Mapping Service#

This Docker container provides a Flask REST API interface for 3D reconstruction with build-time model selection, enabling generation of meshes and camera parameters from captured frames. Each container is built with one of two state-of-the-art models:

  • MapAnything: Universal Feed-Forward Metric 3D Reconstruction

  • VGGT: Visual Geometry Grounded Transformer for sparse view reconstruction

Features#

  • Flask based REST API with JSON responses

  • Build-Time Model Selection: Single model per container, no dependency conflicts

  • Multi-image Input: Process multiple images simultaneously

  • GLB Output: Generate 3D models in GLB format

  • Camera Data: Extract camera poses and intrinsics

  • Image Enhancement: Automatic CLAHE preprocessing for improved contrast

  • Containerized: Model-specific containers for clean deployment

SceneScape Integration#

The following diagram shows the dataflow between the Intel® SceneScape Web UI, database, MQTT broker, and the Mapping Service.

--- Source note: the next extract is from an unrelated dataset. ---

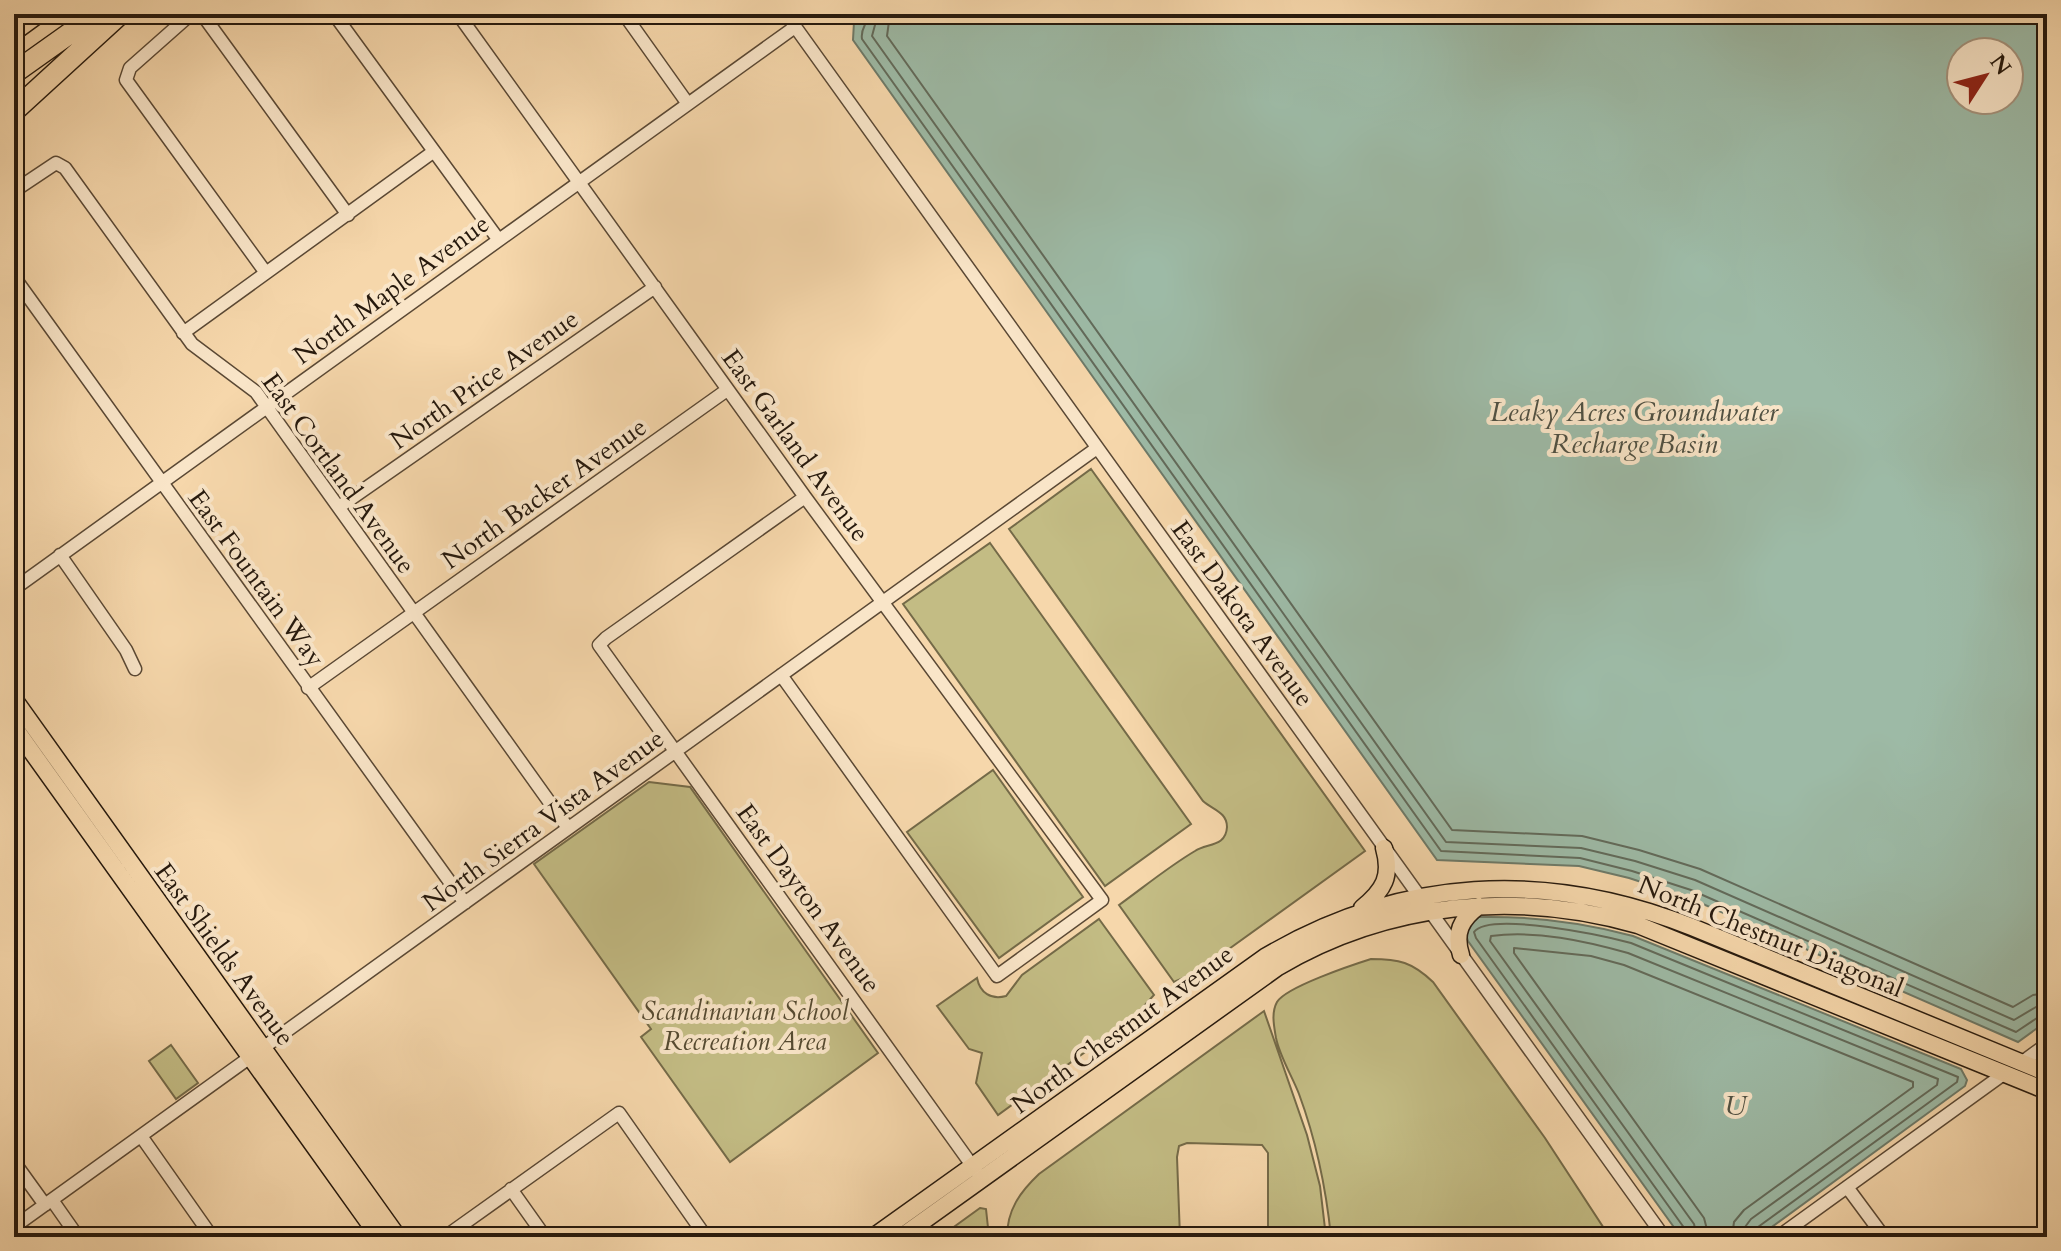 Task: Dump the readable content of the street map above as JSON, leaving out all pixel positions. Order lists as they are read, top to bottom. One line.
{"streets":{"main road":["North Chestnut Diagonal","East Shields Avenue","North Chestnut Avenue"],"street":["North Maple Avenue","North Price Avenue","East Garland Avenue","East Cortland Avenue","North Backer Avenue","East Fountain Way","East Dakota Avenue","North Sierra Vista Avenue","East Dayton Avenue"]},"crossings":[["North Maple Avenue","East Garland Avenue"],["North Maple Avenue","East Cortland Avenue"],["North Maple Avenue","East Fountain Way"],["North Maple Avenue","East Dakota Avenue"],["North Price Avenue","East Garland Avenue"],["North Price Avenue","East Cortland Avenue"],["East Garland Avenue","North Backer Avenue"],["East Garland Avenue","North Sierra Vista Avenue"],["East Garland Avenue","East Dayton Avenue"],["East Cortland Avenue","North Backer Avenue"],["East Cortland Avenue","North Sierra Vista Avenue"],["North Backer Avenue","East Fountain Way"],["East Fountain Way","North Sierra Vista Avenue"],["East Dakota Avenue","North Sierra Vista Avenue"],["East Dakota Avenue","North Chestnut Diagonal"],["East Dakota Avenue","North Chestnut Avenue"],["North Sierra Vista Avenue","East Dayton Avenue"],["North Sierra Vista Avenue","East Shields Avenue"],["East Dayton Avenue","North Chestnut Avenue"],["North Chestnut Diagonal","North Chestnut Avenue"]],"water":["Leaky Acres Groundwater Recharge Basin","U"],"parks":["Scandinavian School Recreation Area"],"north":"top right"} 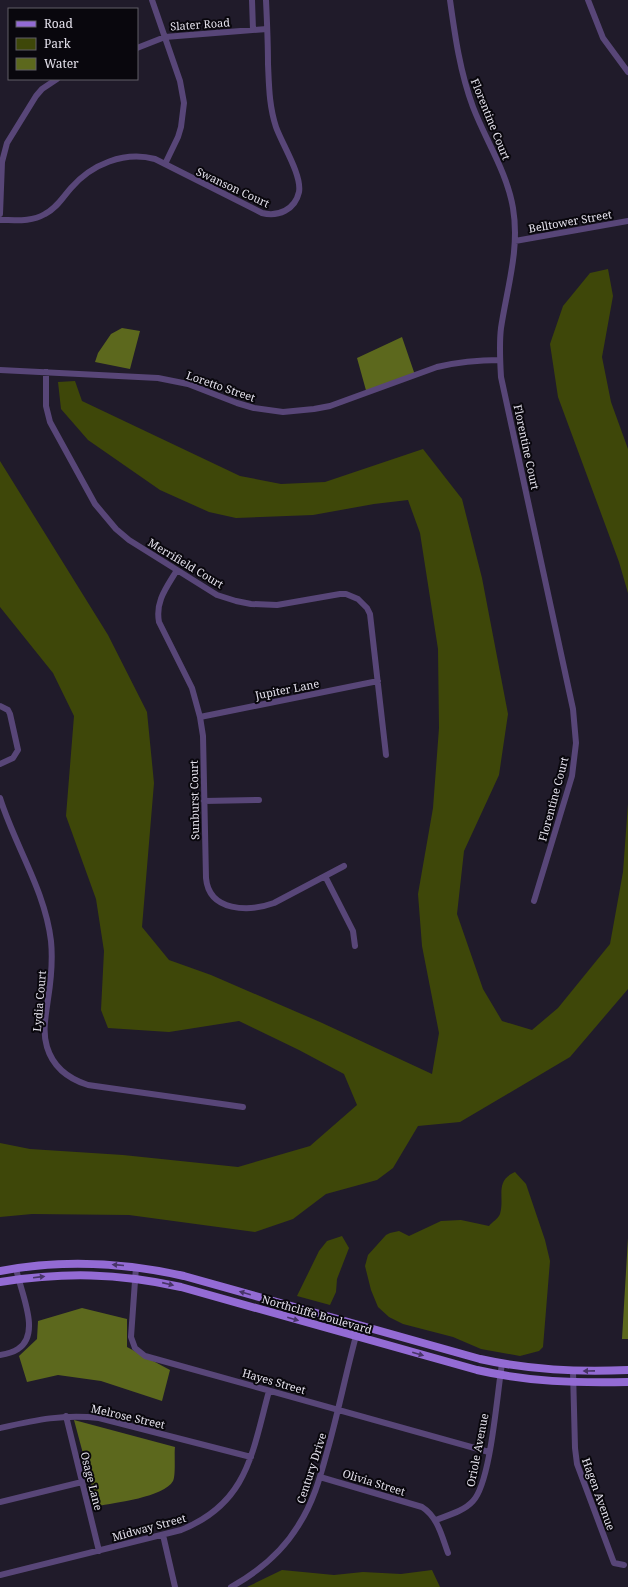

Note: The diagram is currently best viewed in light color mode.

        sequenceDiagram
    SceneScape Web UI ->>+Database: "Query camera info"
    SceneScape Web UI ->>+MQTT Broker: "Get latest frame for each camera"
    SceneScape Web UI ->>+Mapping Service: "REST API call to /reconstruction endpoint with camera frames"
    Mapping Service ->>+SceneScape Web UI: "Output: GLB & Camera Poses"
    SceneScape Web UI ->>+Database: "Update scene map & camera poses"
    

API Endpoints#

Health Check#

GET /health

Returns service status and model availability.

List Models#

GET /models

Returns information about the model in this container and its status.

3D Reconstruction#

POST /reconstruction

Perform 3D reconstruction from images and/or video.

Request Format#

Multipart Form Data (Required)

The API accepts Content-Type: multipart/form-data to upload image and/or video files:

POST /reconstruction
Content-Type: multipart/form-data

Form fields:
- images: Image files (can specify multiple)
- video: Video file (optional)
- output_format: "glb" or "json" (default: "glb")
- mesh_type: "mesh" or "pointcloud" (default: "mesh")
- use_keyframes: "true" or "false" (for video, default: true)

Notes:

  • You can provide images only, video only, or both together

  • All inputs are processed as individual frames

  • The API only accepts multipart/form-data format with actual file uploads

  • JSON payloads with base64-encoded images are NOT supported

  • model_type is no longer needed - the model is determined at build time

Response Format#

{
  "success": true,
  "model": "mapanything", // indicates which model was used
  "glb_data": "base64_encoded_glb_file",
  "camera_poses": [
    {
      "rotation": [0, 0, 0, 0], // quaternion rotation [x, y, z, w]
      "translation": [0, 0, 0] // 3D translation vector [x, y, z]
    }
  ],
  "intrinsics": [
    [
      [0, 0, 0],
      [0, 0, 0],
      [0, 0, 1]
    ] // 3x3 intrinsics matrix [[fx, 0, cx], [0, fy, cy], [0, 0, 1]]
  ],
  "processing_time": 15.23,
  "message": "Success message"
}

Building and Running#

Check out How to Build from Source for instructions on building the service from source and running it.

Using the API#

Example with Python Client#

import base64
import requests

# Encode images to base64
def encode_image(image_path):
    with open(image_path, "rb") as f:
        return base64.b64encode(f.read()).decode('utf-8')

# Prepare request
payload = {
    "images": [
        {"data": encode_image("image1.jpg"), "filename": "image1.jpg"},
        {"data": encode_image("image2.jpg"), "filename": "image2.jpg"}
    ],
    "output_format": "glb"
}

# Send request
response = requests.post("https://localhost:8444/reconstruction", json=payload)
result = response.json()

if result["success"]:
    # Save GLB file
    glb_data = base64.b64decode(result["glb_data"])
    with open("output.glb", "wb") as f:
        f.write(glb_data)

    print(f"Model used: {result['model']}")
    print(f"Processing time: {result['processing_time']:.2f}s")
    print(f"Camera poses: {len(result['camera_poses'])}")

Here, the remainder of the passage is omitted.